Si è pentito della frase gridata a Schettino? E qualcuno dei 32 morti poteva salvarsi? Sono tra le domande a cui risponde l'ex comandante della sala operativa della Capitaneria di Livorno a dieci anni dal disastro dell'isola del Giglio
Qualcuno tra le 32 vittime si poteva salvare? Si è pentito di quella frase diretta al capitano Francesco Schettino e diventata famosa in tutto il mondo? C’è il rischio che perfino in questa storia in cui sono emerse da subito le responsabilità principali ci sia la tentazione di perdonare? Sono alcune tra le domande a cui risponde Gregorio De Falco nell’intervista video che ilfattoquotidiano.it metterà online (sui propri canali social e nel box tv in homepage) dalle 10 del 13 gennaio, a dieci anni dal disastro della Costa Concordia. De Falco, capitano di fregata che all’epoca dei fatti comandava la sala operativa della Capitaneria di Livorno, è ora senatore iscritto al gruppo misto.
Una storia ormai chiusa: Schettino sta scontando la sua pena a 16 anni di reclusione, la nave non solo è stata rimossa (nel 2014) ma non esiste proprio più, i fondali del Giglio stanno recuperando oltre ogni più rosea previsione. Eppure quella vicenda è rimasta stampata nell’immaginario collettivo, ha creato si potrebbe dire una sua iconografia: la nave gigantesca appoggiata sul terrazzamento sott’acqua vicino agli scogli, il comandante che scappa, un’isola di mille abitanti che si ritrova a soccorrere una nave che contiene un numero di persone che è 4 volte tanto. Ma vale la pena ricordare quella storia, una volta di più, per due motivi.
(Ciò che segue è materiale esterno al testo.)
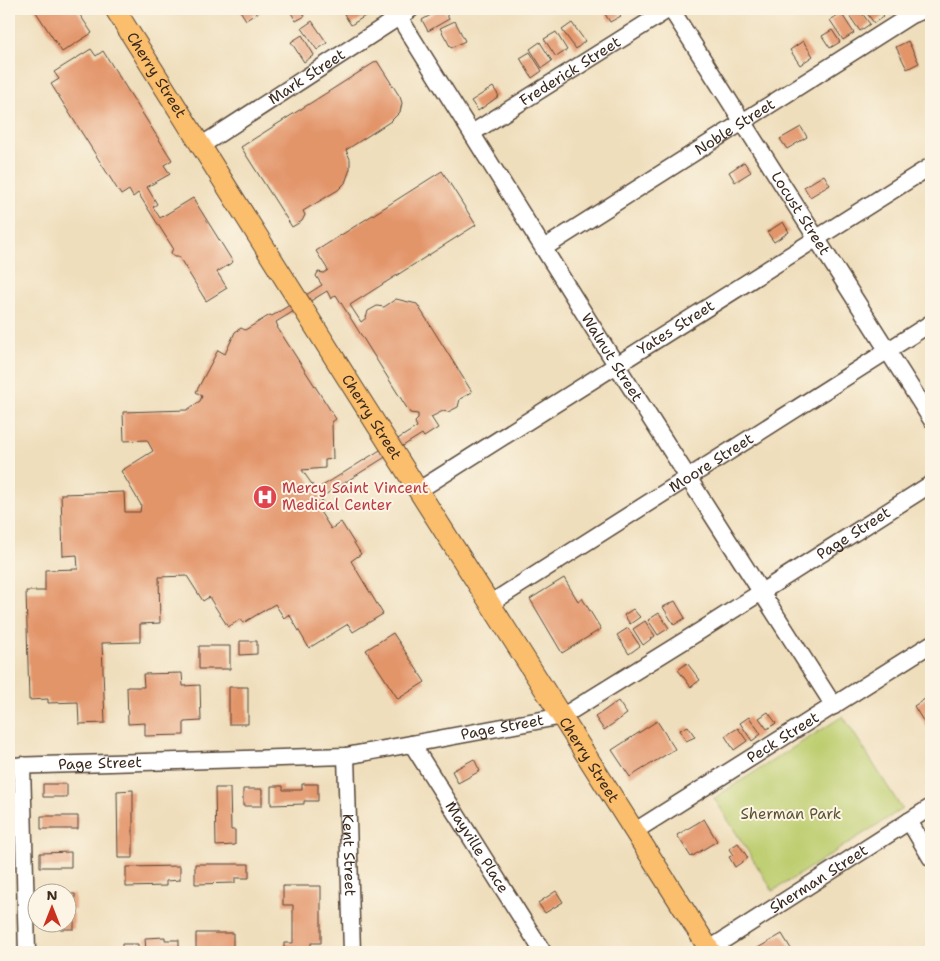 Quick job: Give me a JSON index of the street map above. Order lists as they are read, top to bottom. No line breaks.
{"streets":{"main road":["Cherry Street"],"street":["Frederick Street","Mark Street","Noble Street","Locust Street","Yates Street","Walnut Street","Moore Street","Page Street","Peck Street","Mayville Place","Kent Street","Sherman Street"]},"crossings":[["Frederick Street","Locust Street"],["Frederick Street","Walnut Street"],["Cherry Street","Mark Street"],["Cherry Street","Yates Street"],["Cherry Street","Moore Street"],["Cherry Street","Page Street"],["Cherry Street","Peck Street"],["Cherry Street","Sherman Street"],["Mark Street","Walnut Street"],["Noble Street","Locust Street"],["Noble Street","Walnut Street"],["Locust Street","Yates Street"],["Locust Street","Moore Street"],["Yates Street","Walnut Street"],["Walnut Street","Moore Street"],["Walnut Street","Page Street"],["Walnut Street","Peck Street"],["Page Street","Mayville Place"],["Page Street","Kent Street"]],"parks":["Sherman Park"],"places":{"hospital":["Mercy Saint Vincent Medical Center"]},"north":"top"} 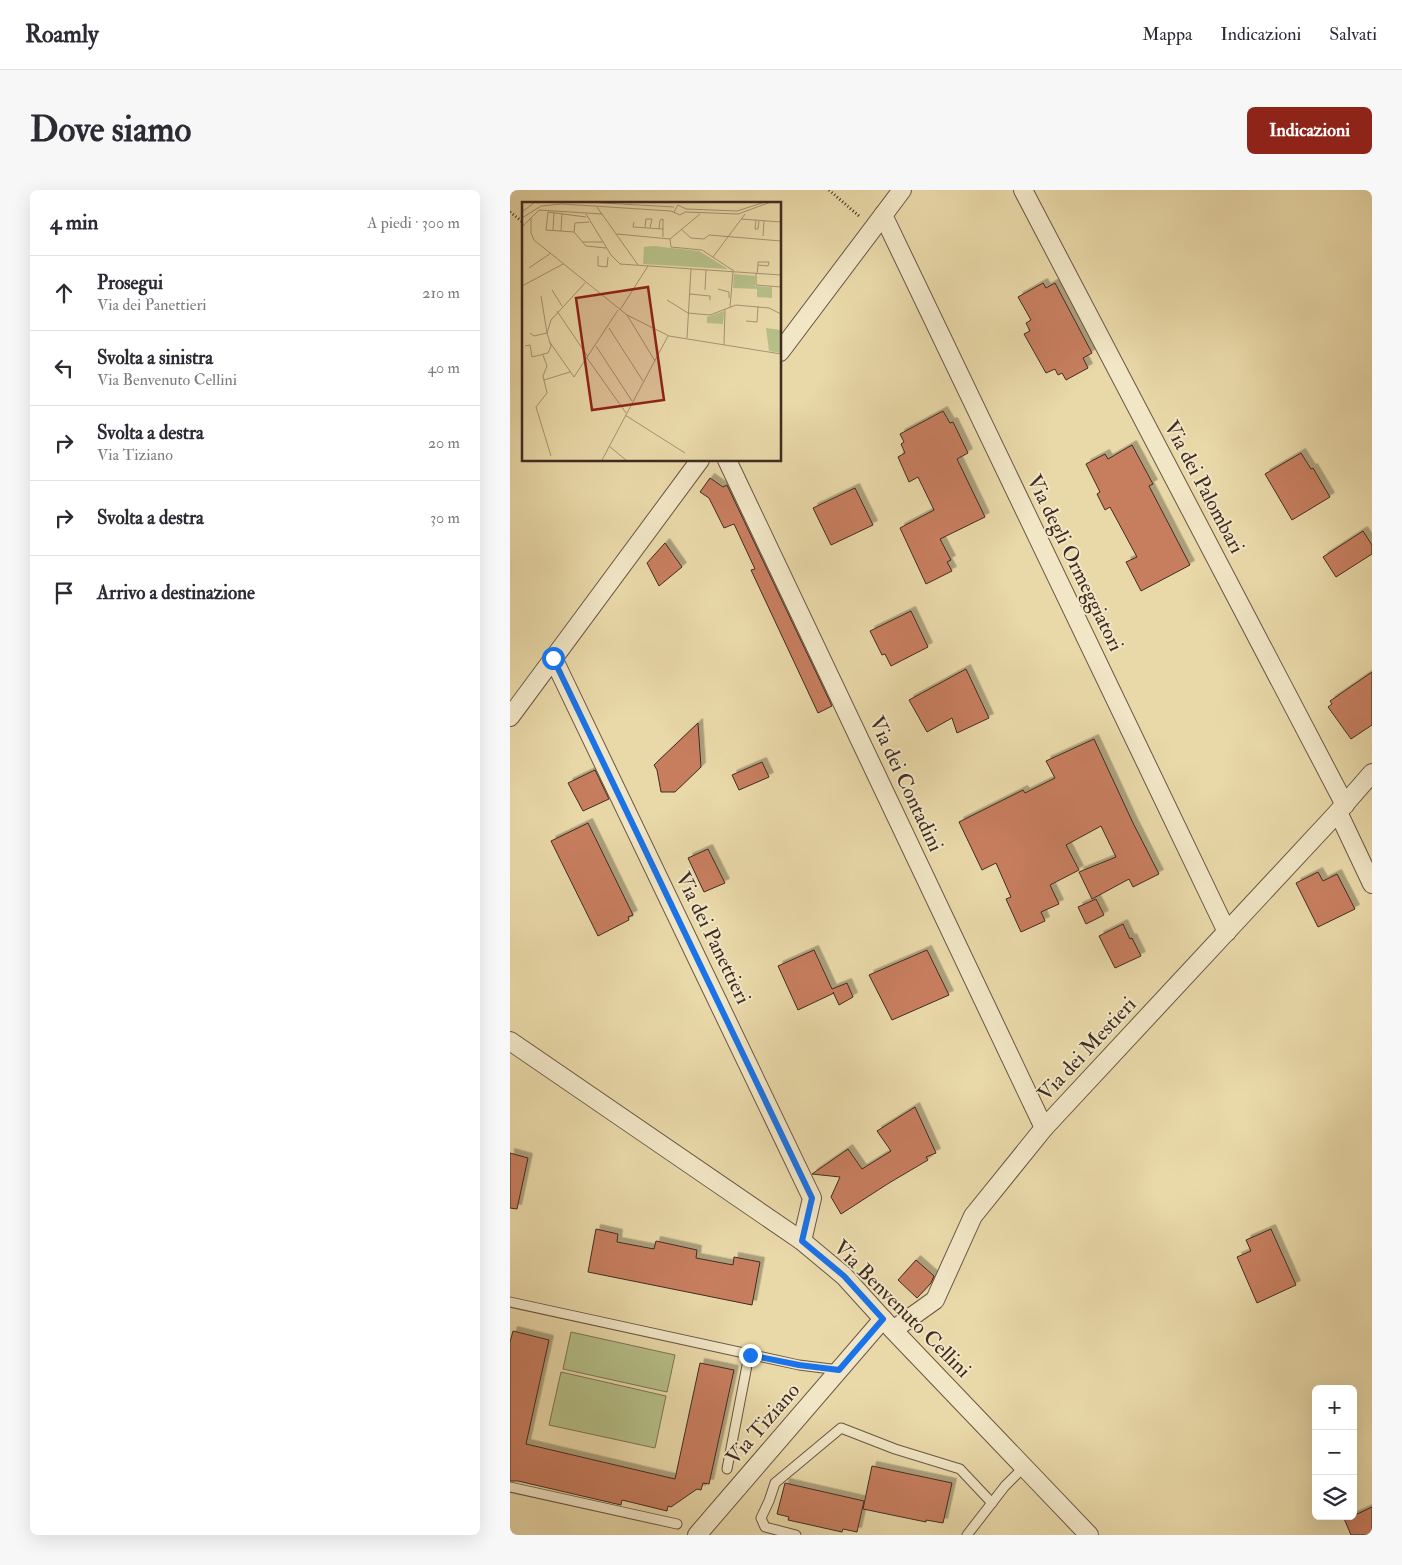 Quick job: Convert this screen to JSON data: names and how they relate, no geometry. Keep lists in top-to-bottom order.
{
  "streets": {
    "street": [
      "Via dei Palombari",
      "Via degli Ormeggiatori",
      "Via dei Contadini",
      "Via dei Panettieri",
      "Via dei Mestieri",
      "Via Benvenuto Cellini",
      "Via Tiziano"
    ]
  },
  "crossings": [
    ["Via dei Palombari", "Via dei Mestieri"],
    ["Via degli Ormeggiatori", "Via dei Mestieri"],
    ["Via dei Contadini", "Via dei Mestieri"],
    ["Via dei Panettieri", "Via Benvenuto Cellini"],
    ["Via dei Mestieri", "Via Benvenuto Cellini"],
    ["Via dei Mestieri", "Via Tiziano"],
    ["Via Benvenuto Cellini", "Via Tiziano"]
  ],
  "page": {
    "header": "Roamly",
    "nav": ["Mappa", "Indicazioni", "Salvati"],
    "buttons": "Indicazioni",
    "title": "Dove siamo",
    "heading": ["4 min", "A piedi · 300 m"],
    "list": [
      ["Prosegui", "Via dei Panettieri", "210 m"],
      ["Svolta a sinistra", "Via Benvenuto Cellini", "40 m"],
      ["Svolta a destra", "Via Tiziano", "20 m"],
      ["Svolta a destra", "30 m"],
      "Arrivo a destinazione"
    ],
    "map_buttons": ["+", "−"]
  }
} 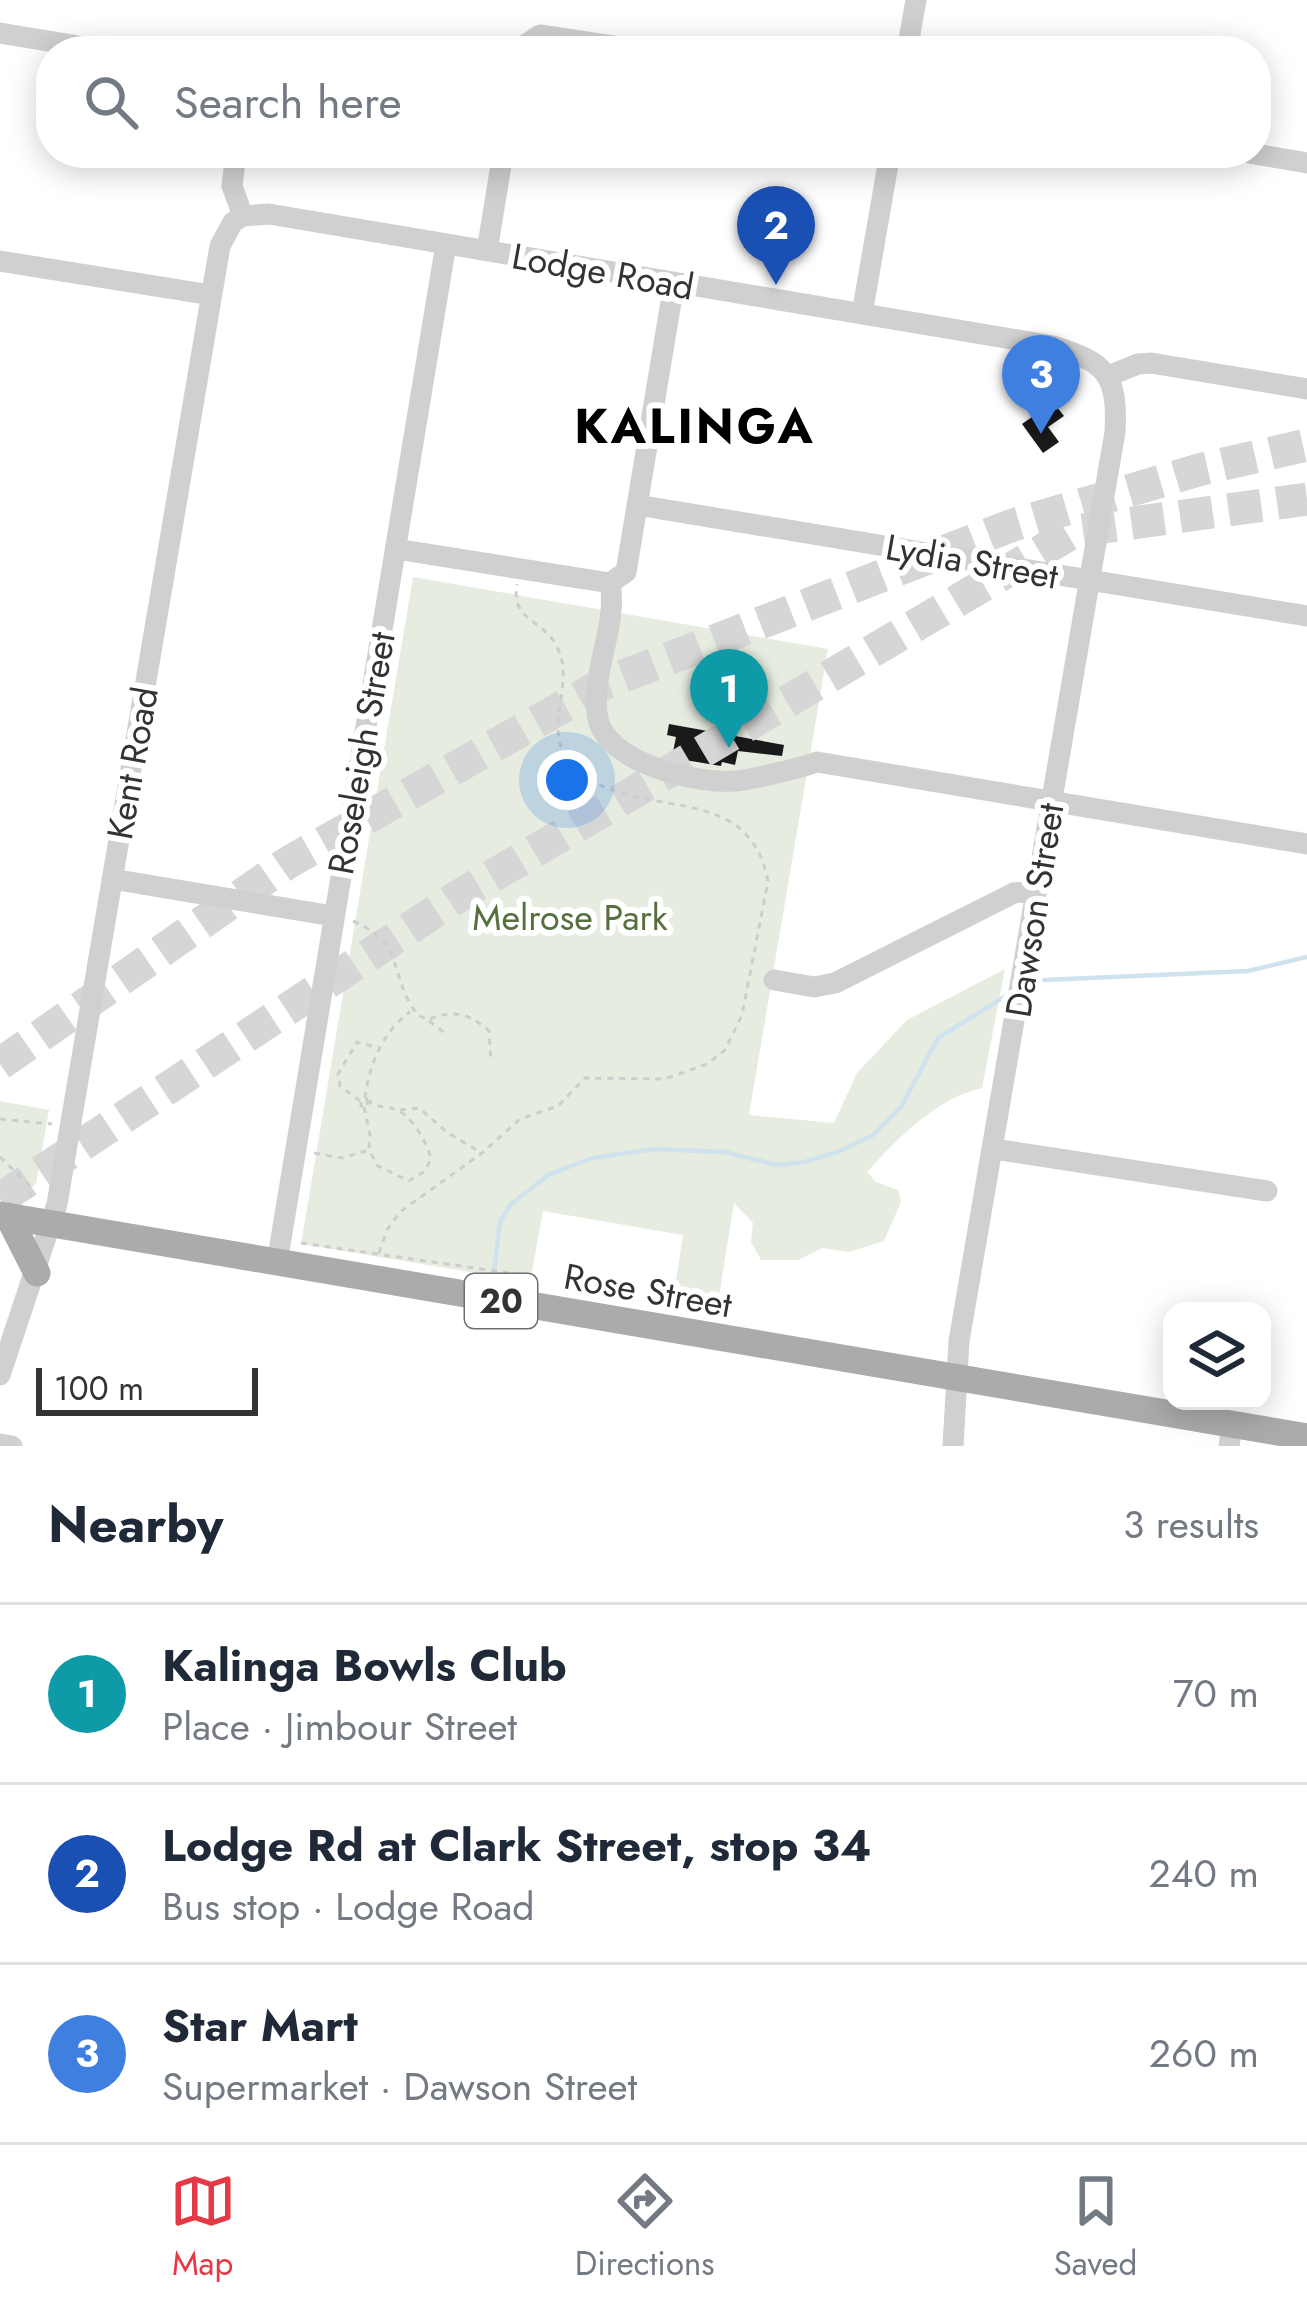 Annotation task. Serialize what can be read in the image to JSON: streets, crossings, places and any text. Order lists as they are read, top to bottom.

Il primo: ribadire come e perché avvenne quella tragedia. La manovra scellerata decisa dal comandante ed eseguita ad alta velocità, lo schianto sugli scogli delle Scole, il mancato allarme, le bugie e le mezze verità dette alla Guardia Costiera, un abbandono nave praticamente estorto dai soccorritori, la fuga prima di centinaia di passeggeri gettati nel panico, le menzogne su una presunta manovra salvifica. E alla fine di tutto, dieci anni dopo, nemmeno un banale tutto, infine, dieci anni dopo, le mancate scuse, come ha sottolineato l’ex procuratore di Grosseto Francesco Verusio
Il secondo: ricordare che in quell’incidente, incredibile nel senso letterale del termine, morirono 32 persone. Metà di loro aveva oltre sessant’anni. Festeggiavano compleanni, nozze d’oro, pensionamenti dopo una vita di sacrifici. Il più anziano si chiamava Giovanni Masia, aveva 86 ed era uscito dalla Sardegna per la prima volta nella sua vita dopo il viaggio di nozze. La più piccola a perdere la vita fu Dayana Arlotti: aveva 6 anni.
A morire furono anche lavoratori a bordo della Concordia: il batterista Giuseppe Girolamo e il violinista Sandor Feher, la barista Erika Fani Soria Molina, il cameriere Russel Rebello. Molti di loro, secondo molti testimoni, si sono attardati per aiutare i passeggeri nel panico, mentre a bordo l’organizzazione era assente perché nessuno coordinava l’evacuazione. Feher, per esempio, ha aiutato alcuni bambini a indossare i salvagente, mentre Girolamo – è storia nota – cedette il proprio posto sulla scialuppa di salvataggio a beneficio di una bambina, consapevole di non saper nuotare.